» **PROBLEM STATEMENT**
Copy out the entries word for word, leaving images aside.

+++ INPUT FOR THIS TASK

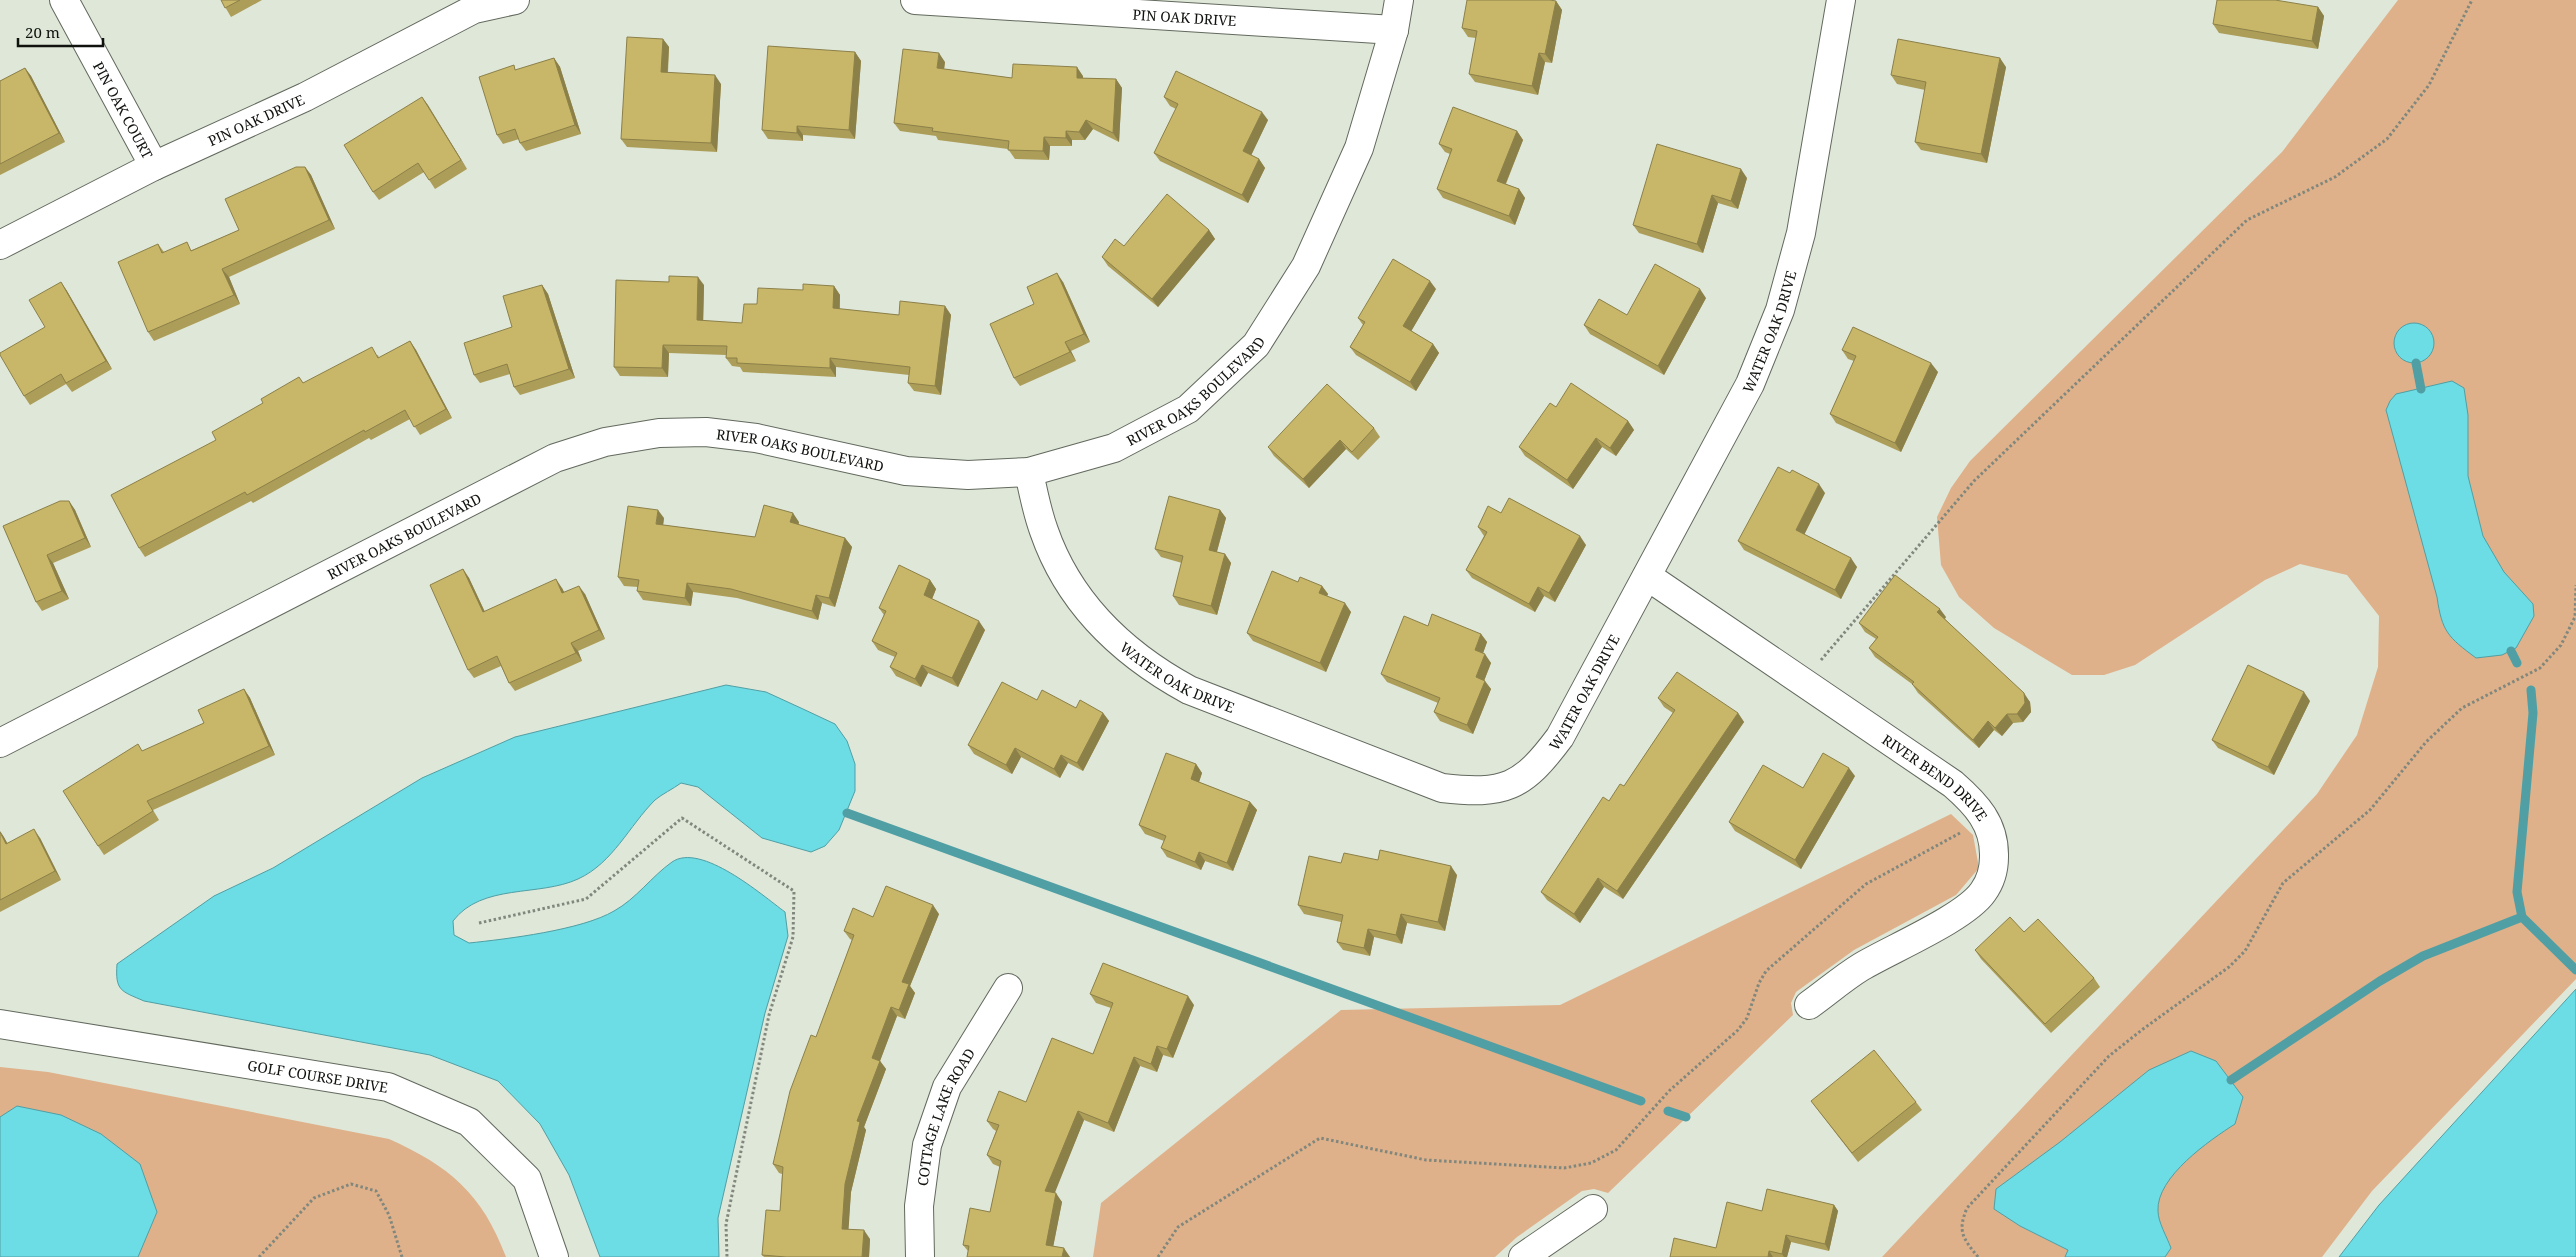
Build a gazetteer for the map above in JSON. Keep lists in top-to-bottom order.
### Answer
{
  "streets": {
    "street": [
      "PIN OAK DRIVE",
      "PIN OAK COURT",
      "WATER OAK DRIVE",
      "RIVER OAKS BOULEVARD",
      "RIVER BEND DRIVE",
      "GOLF COURSE DRIVE",
      "COTTAGE LAKE ROAD"
    ]
  },
  "crossings": [
    ["PIN OAK DRIVE", "PIN OAK COURT"],
    ["PIN OAK DRIVE", "RIVER OAKS BOULEVARD"],
    ["WATER OAK DRIVE", "RIVER OAKS BOULEVARD"],
    ["WATER OAK DRIVE", "RIVER BEND DRIVE"]
  ],
  "scale_bar": "20 m"
}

++++++

» **RESPONSE TO THE EXERCISE**
Build a gazetteer for the map above in JSON. Keep lists in top-to-bottom order.
### Answer
{
  "streets": {
    "street": [
      "PIN OAK DRIVE",
      "PIN OAK COURT",
      "WATER OAK DRIVE",
      "RIVER OAKS BOULEVARD",
      "RIVER BEND DRIVE",
      "GOLF COURSE DRIVE",
      "COTTAGE LAKE ROAD"
    ]
  },
  "crossings": [
    ["PIN OAK DRIVE", "PIN OAK COURT"],
    ["PIN OAK DRIVE", "RIVER OAKS BOULEVARD"],
    ["WATER OAK DRIVE", "RIVER OAKS BOULEVARD"],
    ["WATER OAK DRIVE", "RIVER BEND DRIVE"]
  ],
  "scale_bar": "20 m"
}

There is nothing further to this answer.